The London Telegraph reports that the “50p tax rate,” by which individuals pay 50 percent of their income after the first £150,000 in individual income, is not raising revenues, despite the fact that “most other taxes produced higher revenues over the same period”:
The Treasury received £10.35 billion in income tax payments from those paying by self-assessment last month, a drop of £509 million compared with January 2011. Most other taxes produced higher revenues over the same period.
Senior sources said that the first official figures indicated that there had been “manoeuvring” by well-off Britons to avoid the new higher rate. The figures will add to pressure on the Coalition to drop the levy amid fears it is forcing entrepreneurs to relocate abroad.

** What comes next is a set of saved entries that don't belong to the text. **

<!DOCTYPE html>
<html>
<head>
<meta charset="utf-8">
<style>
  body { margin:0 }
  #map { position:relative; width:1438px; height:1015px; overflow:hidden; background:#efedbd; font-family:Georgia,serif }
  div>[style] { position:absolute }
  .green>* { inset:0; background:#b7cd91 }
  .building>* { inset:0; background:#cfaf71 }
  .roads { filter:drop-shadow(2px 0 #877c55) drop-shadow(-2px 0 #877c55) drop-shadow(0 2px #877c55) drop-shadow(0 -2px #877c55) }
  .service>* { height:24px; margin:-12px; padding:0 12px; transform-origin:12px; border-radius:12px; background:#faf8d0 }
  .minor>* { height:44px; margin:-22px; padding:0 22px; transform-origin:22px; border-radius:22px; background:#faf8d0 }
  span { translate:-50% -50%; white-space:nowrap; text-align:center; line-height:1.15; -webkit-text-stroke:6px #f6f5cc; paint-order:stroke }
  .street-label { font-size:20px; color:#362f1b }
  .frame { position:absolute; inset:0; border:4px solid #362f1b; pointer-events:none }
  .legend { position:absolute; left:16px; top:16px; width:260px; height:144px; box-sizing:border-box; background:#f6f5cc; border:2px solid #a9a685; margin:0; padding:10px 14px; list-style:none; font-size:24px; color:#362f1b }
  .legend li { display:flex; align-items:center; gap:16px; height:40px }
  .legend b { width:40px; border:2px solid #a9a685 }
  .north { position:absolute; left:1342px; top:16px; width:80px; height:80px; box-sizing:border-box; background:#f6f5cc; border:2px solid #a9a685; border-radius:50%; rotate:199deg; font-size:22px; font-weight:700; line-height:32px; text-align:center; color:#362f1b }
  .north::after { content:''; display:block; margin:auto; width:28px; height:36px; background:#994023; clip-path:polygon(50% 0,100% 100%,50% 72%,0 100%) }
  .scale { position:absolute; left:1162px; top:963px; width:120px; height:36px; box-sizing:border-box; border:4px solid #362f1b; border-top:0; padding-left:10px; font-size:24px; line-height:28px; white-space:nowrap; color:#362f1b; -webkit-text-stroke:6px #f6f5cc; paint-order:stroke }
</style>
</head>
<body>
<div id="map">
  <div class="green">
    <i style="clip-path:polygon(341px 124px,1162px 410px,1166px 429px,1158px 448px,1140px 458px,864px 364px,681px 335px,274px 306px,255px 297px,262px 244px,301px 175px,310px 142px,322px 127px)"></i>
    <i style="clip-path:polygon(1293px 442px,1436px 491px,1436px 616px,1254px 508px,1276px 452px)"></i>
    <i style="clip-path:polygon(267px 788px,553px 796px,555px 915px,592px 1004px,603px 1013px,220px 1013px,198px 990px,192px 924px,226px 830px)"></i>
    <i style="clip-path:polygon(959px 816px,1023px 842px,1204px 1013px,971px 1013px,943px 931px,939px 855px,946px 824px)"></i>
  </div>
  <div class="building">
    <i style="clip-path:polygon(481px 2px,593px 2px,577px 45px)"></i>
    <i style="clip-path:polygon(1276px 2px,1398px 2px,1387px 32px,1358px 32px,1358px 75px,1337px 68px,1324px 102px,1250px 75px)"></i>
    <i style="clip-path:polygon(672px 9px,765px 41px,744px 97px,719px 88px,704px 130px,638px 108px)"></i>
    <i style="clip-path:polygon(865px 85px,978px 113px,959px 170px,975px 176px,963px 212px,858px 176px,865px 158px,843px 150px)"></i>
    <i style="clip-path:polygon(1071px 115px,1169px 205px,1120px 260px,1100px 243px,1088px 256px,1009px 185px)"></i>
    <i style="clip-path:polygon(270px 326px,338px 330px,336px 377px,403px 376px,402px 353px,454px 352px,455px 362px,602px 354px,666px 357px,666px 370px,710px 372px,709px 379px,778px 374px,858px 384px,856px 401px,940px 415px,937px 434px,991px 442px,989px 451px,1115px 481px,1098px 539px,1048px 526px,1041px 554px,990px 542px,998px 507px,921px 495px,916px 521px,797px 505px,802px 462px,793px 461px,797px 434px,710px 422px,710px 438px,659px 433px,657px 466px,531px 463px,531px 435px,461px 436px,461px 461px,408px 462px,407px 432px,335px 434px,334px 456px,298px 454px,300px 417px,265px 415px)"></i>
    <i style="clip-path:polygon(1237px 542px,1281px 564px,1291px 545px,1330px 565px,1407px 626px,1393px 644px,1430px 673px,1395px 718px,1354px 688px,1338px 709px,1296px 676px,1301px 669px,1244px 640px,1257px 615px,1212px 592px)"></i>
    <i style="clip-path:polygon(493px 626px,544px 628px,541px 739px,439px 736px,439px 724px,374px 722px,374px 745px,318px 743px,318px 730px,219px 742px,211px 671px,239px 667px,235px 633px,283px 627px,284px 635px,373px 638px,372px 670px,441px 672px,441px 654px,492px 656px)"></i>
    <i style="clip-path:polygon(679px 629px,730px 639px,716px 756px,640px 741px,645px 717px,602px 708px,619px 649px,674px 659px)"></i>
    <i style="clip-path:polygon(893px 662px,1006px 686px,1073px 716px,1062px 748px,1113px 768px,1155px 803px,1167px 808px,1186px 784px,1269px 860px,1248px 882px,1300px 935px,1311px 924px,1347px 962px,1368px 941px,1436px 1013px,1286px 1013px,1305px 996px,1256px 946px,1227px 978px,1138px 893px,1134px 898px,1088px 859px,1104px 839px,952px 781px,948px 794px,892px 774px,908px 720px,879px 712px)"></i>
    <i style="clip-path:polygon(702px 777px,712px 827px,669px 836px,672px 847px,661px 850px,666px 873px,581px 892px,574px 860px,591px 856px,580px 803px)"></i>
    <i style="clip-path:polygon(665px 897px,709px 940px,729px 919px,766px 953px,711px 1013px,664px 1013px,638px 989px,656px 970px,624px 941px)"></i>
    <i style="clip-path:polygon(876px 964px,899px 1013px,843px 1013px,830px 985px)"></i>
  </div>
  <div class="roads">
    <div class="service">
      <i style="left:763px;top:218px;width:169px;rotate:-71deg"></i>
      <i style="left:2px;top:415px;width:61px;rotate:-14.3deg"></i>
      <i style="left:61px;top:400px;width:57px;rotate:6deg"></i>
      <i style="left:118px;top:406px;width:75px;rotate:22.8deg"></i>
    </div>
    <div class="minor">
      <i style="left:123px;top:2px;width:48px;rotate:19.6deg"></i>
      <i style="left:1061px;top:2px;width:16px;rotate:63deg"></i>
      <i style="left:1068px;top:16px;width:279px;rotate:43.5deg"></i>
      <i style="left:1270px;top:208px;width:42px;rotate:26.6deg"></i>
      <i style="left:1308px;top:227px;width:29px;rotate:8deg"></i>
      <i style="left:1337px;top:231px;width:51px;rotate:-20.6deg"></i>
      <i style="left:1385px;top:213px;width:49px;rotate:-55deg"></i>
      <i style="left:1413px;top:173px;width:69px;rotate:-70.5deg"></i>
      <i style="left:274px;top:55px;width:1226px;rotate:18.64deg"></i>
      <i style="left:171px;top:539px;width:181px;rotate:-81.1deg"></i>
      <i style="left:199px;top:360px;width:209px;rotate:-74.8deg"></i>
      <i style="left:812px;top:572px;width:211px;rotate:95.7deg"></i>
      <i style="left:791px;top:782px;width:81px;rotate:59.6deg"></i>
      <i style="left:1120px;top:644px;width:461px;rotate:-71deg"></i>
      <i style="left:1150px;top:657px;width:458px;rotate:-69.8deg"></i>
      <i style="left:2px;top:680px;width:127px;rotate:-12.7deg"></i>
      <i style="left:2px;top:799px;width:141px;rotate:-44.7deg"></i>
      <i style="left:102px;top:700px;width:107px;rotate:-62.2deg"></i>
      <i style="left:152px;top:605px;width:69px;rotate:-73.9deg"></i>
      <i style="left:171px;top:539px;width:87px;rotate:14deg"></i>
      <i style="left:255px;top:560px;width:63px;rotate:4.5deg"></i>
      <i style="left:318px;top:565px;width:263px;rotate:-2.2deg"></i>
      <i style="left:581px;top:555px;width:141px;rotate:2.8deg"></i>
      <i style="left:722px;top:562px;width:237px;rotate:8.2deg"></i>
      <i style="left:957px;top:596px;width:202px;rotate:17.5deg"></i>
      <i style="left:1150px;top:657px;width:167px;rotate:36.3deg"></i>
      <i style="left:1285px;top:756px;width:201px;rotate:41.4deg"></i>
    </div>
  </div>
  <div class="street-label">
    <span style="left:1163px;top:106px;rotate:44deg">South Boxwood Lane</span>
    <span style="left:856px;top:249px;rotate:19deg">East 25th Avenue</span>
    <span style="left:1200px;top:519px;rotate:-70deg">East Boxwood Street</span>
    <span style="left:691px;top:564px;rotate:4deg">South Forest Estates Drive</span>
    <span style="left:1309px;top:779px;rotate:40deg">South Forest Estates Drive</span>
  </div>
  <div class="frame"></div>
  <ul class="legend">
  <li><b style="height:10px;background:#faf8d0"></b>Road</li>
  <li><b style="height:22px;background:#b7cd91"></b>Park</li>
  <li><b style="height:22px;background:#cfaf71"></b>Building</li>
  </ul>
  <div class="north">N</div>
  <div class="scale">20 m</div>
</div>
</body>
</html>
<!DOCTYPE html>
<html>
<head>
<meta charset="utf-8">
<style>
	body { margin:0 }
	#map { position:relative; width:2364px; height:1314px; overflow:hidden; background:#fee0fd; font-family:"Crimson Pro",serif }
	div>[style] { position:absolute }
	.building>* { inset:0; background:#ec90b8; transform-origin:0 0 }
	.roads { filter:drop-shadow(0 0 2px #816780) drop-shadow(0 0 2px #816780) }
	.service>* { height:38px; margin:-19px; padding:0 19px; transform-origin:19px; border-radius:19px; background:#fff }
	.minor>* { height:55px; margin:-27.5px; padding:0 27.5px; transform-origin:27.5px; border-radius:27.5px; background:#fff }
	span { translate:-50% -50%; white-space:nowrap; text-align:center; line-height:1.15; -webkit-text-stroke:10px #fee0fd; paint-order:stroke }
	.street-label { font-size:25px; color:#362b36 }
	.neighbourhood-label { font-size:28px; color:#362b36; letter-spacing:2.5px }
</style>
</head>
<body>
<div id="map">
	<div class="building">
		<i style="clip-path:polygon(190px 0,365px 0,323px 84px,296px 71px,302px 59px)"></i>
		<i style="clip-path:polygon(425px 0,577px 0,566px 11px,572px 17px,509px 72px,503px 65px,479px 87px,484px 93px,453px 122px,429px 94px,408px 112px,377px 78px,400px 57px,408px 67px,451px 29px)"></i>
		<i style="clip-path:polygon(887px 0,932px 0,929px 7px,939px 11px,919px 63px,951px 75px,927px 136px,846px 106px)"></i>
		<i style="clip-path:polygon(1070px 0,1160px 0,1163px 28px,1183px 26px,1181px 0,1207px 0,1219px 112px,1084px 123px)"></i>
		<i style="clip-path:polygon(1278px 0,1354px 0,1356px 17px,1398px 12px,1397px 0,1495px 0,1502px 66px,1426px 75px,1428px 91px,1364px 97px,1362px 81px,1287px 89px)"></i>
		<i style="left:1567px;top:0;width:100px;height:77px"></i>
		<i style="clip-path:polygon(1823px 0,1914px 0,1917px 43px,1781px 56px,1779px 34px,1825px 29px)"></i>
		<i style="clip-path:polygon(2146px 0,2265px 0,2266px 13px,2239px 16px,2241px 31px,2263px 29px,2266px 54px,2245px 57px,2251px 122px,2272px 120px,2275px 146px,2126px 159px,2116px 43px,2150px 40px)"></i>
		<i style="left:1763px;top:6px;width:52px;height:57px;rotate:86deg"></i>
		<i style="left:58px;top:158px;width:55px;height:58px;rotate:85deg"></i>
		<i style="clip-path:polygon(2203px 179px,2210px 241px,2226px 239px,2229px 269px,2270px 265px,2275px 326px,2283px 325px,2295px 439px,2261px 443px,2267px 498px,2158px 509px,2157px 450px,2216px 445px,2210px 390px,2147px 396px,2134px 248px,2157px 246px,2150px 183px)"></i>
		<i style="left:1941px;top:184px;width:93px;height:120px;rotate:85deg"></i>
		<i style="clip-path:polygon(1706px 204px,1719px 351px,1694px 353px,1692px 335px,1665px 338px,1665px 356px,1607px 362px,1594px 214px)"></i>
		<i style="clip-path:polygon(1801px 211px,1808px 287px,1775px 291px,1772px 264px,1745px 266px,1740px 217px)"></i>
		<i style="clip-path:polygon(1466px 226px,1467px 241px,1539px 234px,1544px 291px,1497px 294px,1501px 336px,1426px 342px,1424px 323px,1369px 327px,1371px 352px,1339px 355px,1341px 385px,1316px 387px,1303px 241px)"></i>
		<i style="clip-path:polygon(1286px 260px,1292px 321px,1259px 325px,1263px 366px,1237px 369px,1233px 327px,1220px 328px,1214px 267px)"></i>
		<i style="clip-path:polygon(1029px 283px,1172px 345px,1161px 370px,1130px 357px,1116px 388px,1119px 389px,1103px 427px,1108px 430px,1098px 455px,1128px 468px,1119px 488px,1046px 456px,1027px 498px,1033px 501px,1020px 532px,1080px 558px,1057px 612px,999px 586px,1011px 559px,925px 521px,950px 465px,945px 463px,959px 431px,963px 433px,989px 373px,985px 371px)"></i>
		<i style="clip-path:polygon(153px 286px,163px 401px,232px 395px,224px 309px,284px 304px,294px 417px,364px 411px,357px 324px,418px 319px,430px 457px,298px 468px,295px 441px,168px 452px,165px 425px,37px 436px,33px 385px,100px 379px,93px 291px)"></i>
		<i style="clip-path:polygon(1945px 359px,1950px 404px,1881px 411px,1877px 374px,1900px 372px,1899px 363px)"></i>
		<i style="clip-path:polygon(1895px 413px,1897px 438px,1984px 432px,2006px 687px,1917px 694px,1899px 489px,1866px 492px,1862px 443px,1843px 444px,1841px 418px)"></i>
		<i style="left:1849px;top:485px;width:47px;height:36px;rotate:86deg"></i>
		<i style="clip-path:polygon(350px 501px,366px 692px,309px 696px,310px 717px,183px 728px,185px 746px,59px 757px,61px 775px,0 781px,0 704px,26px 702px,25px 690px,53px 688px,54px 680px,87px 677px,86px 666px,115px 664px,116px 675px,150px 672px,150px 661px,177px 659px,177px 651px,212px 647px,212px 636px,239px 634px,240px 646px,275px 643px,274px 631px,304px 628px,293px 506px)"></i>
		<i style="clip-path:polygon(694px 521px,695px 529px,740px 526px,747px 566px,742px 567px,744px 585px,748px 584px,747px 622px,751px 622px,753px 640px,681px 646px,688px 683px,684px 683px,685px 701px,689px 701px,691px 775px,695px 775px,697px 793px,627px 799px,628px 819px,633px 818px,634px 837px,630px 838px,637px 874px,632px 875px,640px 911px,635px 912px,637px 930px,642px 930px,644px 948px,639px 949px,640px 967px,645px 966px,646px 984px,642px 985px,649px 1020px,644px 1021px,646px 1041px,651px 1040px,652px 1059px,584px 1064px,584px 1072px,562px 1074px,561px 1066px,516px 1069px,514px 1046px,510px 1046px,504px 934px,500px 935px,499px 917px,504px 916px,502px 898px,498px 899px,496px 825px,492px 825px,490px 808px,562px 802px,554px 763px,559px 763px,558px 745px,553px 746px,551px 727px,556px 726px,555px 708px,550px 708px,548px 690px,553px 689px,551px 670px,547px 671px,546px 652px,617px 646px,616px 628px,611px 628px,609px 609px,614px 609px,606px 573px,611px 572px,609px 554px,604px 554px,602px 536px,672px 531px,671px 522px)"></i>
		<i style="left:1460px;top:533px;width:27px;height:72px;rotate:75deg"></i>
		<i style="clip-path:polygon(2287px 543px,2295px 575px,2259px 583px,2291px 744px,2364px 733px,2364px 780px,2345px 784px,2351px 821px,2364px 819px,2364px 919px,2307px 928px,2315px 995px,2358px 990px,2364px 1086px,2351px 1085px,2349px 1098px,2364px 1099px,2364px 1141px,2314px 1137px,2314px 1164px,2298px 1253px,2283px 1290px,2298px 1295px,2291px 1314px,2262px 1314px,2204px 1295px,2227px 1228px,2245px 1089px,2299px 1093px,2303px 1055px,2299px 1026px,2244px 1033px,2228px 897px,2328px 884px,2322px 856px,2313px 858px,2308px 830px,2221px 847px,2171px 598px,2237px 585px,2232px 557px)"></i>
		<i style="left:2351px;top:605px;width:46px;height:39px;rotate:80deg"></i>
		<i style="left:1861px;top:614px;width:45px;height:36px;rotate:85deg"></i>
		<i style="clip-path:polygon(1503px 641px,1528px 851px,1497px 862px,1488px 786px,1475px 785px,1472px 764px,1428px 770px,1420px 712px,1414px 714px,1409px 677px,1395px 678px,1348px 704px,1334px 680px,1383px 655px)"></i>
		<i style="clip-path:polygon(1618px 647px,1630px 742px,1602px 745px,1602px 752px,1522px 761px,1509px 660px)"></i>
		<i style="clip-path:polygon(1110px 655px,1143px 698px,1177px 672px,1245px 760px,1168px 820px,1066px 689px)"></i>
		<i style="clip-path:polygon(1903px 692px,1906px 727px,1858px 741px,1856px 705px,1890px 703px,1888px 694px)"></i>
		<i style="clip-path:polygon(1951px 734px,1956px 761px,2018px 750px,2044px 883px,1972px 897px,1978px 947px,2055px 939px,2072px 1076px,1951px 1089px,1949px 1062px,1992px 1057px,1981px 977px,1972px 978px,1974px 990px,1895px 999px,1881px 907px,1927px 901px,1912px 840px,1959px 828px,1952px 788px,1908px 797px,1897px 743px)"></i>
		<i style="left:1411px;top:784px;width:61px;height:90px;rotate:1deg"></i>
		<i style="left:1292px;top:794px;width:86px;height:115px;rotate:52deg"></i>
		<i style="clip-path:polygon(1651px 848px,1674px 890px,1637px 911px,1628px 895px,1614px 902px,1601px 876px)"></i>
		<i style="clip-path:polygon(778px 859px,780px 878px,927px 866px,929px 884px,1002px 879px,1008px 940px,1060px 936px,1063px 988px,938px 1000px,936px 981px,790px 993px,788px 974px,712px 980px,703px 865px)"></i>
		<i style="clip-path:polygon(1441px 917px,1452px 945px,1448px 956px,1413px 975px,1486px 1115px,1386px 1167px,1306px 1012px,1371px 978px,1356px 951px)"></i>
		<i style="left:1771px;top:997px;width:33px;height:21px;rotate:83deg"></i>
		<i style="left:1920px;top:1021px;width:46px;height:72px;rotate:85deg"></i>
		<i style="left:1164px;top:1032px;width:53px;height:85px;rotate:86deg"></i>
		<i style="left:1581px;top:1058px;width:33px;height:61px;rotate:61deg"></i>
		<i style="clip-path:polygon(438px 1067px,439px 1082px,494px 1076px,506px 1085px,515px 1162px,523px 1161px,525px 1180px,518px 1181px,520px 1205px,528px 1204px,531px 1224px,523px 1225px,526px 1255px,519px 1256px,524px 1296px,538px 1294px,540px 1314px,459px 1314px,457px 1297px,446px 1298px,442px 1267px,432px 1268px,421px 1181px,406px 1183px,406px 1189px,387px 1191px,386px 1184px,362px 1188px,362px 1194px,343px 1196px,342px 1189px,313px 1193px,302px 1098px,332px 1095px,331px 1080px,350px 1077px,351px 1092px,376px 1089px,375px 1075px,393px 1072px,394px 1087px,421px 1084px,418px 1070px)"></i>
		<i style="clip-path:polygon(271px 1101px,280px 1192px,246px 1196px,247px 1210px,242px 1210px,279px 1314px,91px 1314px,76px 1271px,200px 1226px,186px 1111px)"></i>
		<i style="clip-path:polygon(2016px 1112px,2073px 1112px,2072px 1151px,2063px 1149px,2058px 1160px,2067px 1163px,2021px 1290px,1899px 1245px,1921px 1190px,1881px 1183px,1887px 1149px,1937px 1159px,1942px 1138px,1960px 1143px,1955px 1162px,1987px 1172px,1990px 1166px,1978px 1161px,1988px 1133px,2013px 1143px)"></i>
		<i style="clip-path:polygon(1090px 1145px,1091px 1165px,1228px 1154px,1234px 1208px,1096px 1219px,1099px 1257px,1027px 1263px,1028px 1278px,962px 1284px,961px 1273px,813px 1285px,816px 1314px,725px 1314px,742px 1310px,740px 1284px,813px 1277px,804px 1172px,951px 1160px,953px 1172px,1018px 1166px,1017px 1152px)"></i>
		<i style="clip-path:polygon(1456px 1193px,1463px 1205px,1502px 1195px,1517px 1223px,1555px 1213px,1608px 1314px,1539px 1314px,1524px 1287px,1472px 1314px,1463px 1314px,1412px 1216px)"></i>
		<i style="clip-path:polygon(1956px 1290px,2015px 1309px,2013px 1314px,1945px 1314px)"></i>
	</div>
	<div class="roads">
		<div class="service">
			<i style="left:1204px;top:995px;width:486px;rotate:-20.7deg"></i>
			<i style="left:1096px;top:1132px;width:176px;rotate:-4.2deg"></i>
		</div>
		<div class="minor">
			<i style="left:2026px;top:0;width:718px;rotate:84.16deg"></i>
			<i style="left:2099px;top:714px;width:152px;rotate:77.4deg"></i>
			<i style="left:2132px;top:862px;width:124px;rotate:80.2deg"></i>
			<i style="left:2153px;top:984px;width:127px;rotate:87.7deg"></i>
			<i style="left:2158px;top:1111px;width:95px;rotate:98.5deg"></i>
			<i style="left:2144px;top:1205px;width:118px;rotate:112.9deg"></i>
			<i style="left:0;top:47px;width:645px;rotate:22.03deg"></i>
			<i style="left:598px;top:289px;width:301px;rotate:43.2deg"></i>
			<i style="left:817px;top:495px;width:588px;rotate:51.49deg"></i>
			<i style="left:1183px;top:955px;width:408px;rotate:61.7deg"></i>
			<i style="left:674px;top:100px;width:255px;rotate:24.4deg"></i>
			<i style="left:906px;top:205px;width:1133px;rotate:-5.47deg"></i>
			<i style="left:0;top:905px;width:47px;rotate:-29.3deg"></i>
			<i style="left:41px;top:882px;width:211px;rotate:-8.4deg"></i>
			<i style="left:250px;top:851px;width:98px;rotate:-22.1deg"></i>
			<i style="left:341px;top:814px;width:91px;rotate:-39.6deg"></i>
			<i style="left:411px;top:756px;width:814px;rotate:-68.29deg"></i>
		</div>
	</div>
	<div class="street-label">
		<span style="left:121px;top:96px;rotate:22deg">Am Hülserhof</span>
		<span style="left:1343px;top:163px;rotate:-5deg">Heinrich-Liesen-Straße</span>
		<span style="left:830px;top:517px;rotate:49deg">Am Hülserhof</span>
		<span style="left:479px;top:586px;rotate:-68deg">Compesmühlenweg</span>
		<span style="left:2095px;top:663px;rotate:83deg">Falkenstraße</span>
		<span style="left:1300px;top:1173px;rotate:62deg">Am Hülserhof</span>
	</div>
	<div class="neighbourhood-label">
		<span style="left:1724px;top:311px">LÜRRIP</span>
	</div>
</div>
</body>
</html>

The self-assessment returns from January, when most income tax is paid by the better-off, have been eagerly awaited by the Treasury and government ministers as they provide the first evidence of the success, or failure, of the 50p rate. It is the first year following the introduction of the 50p rate which had been expected to boost tax revenues from self-assessment by more than £1billion.
This isn’t greatly surprising. Despite the insistence from both the Labour government that introduced the rate and the new Conservative-Liberal coalition that it was necessary until Britain ”gets out of the crisis,” the move has had its critics. Last year, the Guardian noted that “a group of economists called for Britain’s . . . top rate of income tax to be scrapped ‘at the earliest opportunity’ to boost growth, amid fresh concerns that the UK is slipping towards a double-dip recession.” The group’s letter, written
by economists, who include Cambridge University academic Bob Rowthorn and former members of the Bank of England’s monetary policy committee DeAnne Julius and Sushil Wadhwani, claims the top rate introduced by the last Labour government, which applies to high earners on an income over £150,000, “punishes” entrepreneurship.
They called for a return to an “internationally competitive tax regime” to stimulate the faltering economy.
“We are concerned that Britain’s 50p income tax rate is doing lasting damage to the UK economy,” they wrote. “It gives the UK one of the highest personal tax regimes in the industrialised world, making it less competitive internationally and making us less attractive as a destination for both foreign investment and talented workers.
“It punishes wealth creation by imposing on entrepreneurs and business people a marginal tax rate in excess of 50% once national insurance contributions are added in. This is particularly damaging when the UK needs to create new businesses in new industries.
The economists, who said the rate applies to just 1% of people who pay 24% of all income taxes, added in the letter: “We call on the government to drop the 50p tax at the earliest opportunity as part of a package of measures to stimulate growth.
“Only by returning to an internationally competitive tax regime will Britain enjoy long-term sustainable economic growth.”